[PROVIDED ENTRIES Boundary: Start]

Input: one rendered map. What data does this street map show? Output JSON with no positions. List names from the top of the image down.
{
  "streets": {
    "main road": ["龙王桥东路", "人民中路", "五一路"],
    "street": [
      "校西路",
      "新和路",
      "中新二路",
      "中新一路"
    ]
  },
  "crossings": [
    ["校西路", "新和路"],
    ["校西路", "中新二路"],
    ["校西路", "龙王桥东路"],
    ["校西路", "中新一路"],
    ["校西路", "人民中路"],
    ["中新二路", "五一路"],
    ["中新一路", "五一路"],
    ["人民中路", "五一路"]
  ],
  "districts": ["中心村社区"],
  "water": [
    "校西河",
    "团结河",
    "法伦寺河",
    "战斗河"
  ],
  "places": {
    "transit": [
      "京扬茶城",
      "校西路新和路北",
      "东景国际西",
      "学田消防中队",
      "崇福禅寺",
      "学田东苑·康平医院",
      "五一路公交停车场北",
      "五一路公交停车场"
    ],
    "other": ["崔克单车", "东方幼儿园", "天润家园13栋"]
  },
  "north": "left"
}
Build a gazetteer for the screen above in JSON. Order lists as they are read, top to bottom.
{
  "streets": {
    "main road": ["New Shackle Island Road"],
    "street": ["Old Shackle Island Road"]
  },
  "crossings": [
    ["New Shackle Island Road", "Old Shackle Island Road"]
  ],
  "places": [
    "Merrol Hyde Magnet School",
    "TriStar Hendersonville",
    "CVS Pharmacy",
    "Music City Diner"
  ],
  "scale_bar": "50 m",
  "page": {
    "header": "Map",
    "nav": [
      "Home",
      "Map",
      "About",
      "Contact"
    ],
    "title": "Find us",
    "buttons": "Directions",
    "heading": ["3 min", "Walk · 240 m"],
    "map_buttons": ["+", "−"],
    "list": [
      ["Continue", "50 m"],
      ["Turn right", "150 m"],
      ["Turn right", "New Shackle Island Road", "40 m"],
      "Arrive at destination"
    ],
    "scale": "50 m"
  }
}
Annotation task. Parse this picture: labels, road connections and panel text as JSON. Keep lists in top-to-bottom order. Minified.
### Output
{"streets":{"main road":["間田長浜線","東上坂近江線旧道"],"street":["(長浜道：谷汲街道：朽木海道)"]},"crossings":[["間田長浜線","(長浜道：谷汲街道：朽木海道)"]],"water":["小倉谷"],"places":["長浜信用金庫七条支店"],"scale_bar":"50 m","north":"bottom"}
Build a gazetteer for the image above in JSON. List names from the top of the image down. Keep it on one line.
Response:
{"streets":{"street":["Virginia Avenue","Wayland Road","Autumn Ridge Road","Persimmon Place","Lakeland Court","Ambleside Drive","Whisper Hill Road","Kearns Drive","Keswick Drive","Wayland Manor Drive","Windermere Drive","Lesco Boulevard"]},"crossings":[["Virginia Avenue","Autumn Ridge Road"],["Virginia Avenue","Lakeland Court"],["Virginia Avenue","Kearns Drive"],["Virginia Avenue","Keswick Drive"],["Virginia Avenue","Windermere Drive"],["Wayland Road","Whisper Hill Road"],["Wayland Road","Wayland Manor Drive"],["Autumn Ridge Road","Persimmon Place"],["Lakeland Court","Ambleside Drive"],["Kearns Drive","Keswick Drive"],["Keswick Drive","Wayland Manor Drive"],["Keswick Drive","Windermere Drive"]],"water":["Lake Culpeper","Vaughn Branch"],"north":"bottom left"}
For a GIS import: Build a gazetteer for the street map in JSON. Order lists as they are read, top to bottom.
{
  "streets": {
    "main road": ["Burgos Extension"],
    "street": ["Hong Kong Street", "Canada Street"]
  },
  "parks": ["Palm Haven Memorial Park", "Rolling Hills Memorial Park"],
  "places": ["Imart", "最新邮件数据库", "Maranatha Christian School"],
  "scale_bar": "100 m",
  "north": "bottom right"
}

[PROVIDED ENTRIES Boundary: End]

* WHAT THE EXERCISE ASKS: Copy the data above in full, exactly as it reads.

* EXERCISE OUTPUT:
Input: one rendered map. What data does this street map show? Output JSON with no positions. List names from the top of the image down.
{
  "streets": {
    "main road": ["龙王桥东路", "人民中路", "五一路"],
    "street": [
      "校西路",
      "新和路",
      "中新二路",
      "中新一路"
    ]
  },
  "crossings": [
    ["校西路", "新和路"],
    ["校西路", "中新二路"],
    ["校西路", "龙王桥东路"],
    ["校西路", "中新一路"],
    ["校西路", "人民中路"],
    ["中新二路", "五一路"],
    ["中新一路", "五一路"],
    ["人民中路", "五一路"]
  ],
  "districts": ["中心村社区"],
  "water": [
    "校西河",
    "团结河",
    "法伦寺河",
    "战斗河"
  ],
  "places": {
    "transit": [
      "京扬茶城",
      "校西路新和路北",
      "东景国际西",
      "学田消防中队",
      "崇福禅寺",
      "学田东苑·康平医院",
      "五一路公交停车场北",
      "五一路公交停车场"
    ],
    "other": ["崔克单车", "东方幼儿园", "天润家园13栋"]
  },
  "north": "left"
}
Build a gazetteer for the screen above in JSON. Order lists as they are read, top to bottom.
{
  "streets": {
    "main road": ["New Shackle Island Road"],
    "street": ["Old Shackle Island Road"]
  },
  "crossings": [
    ["New Shackle Island Road", "Old Shackle Island Road"]
  ],
  "places": [
    "Merrol Hyde Magnet School",
    "TriStar Hendersonville",
    "CVS Pharmacy",
    "Music City Diner"
  ],
  "scale_bar": "50 m",
  "page": {
    "header": "Map",
    "nav": [
      "Home",
      "Map",
      "About",
      "Contact"
    ],
    "title": "Find us",
    "buttons": "Directions",
    "heading": ["3 min", "Walk · 240 m"],
    "map_buttons": ["+", "−"],
    "list": [
      ["Continue", "50 m"],
      ["Turn right", "150 m"],
      ["Turn right", "New Shackle Island Road", "40 m"],
      "Arrive at destination"
    ],
    "scale": "50 m"
  }
}
Annotation task. Parse this picture: labels, road connections and panel text as JSON. Keep lists in top-to-bottom order. Minified.
### Output
{"streets":{"main road":["間田長浜線","東上坂近江線旧道"],"street":["(長浜道：谷汲街道：朽木海道)"]},"crossings":[["間田長浜線","(長浜道：谷汲街道：朽木海道)"]],"water":["小倉谷"],"places":["長浜信用金庫七条支店"],"scale_bar":"50 m","north":"bottom"}
Build a gazetteer for the image above in JSON. List names from the top of the image down. Keep it on one line.
Response:
{"streets":{"street":["Virginia Avenue","Wayland Road","Autumn Ridge Road","Persimmon Place","Lakeland Court","Ambleside Drive","Whisper Hill Road","Kearns Drive","Keswick Drive","Wayland Manor Drive","Windermere Drive","Lesco Boulevard"]},"crossings":[["Virginia Avenue","Autumn Ridge Road"],["Virginia Avenue","Lakeland Court"],["Virginia Avenue","Kearns Drive"],["Virginia Avenue","Keswick Drive"],["Virginia Avenue","Windermere Drive"],["Wayland Road","Whisper Hill Road"],["Wayland Road","Wayland Manor Drive"],["Autumn Ridge Road","Persimmon Place"],["Lakeland Court","Ambleside Drive"],["Kearns Drive","Keswick Drive"],["Keswick Drive","Wayland Manor Drive"],["Keswick Drive","Windermere Drive"]],"water":["Lake Culpeper","Vaughn Branch"],"north":"bottom left"}
For a GIS import: Build a gazetteer for the street map in JSON. Order lists as they are read, top to bottom.
{
  "streets": {
    "main road": ["Burgos Extension"],
    "street": ["Hong Kong Street", "Canada Street"]
  },
  "parks": ["Palm Haven Memorial Park", "Rolling Hills Memorial Park"],
  "places": ["Imart", "最新邮件数据库", "Maranatha Christian School"],
  "scale_bar": "100 m",
  "north": "bottom right"
}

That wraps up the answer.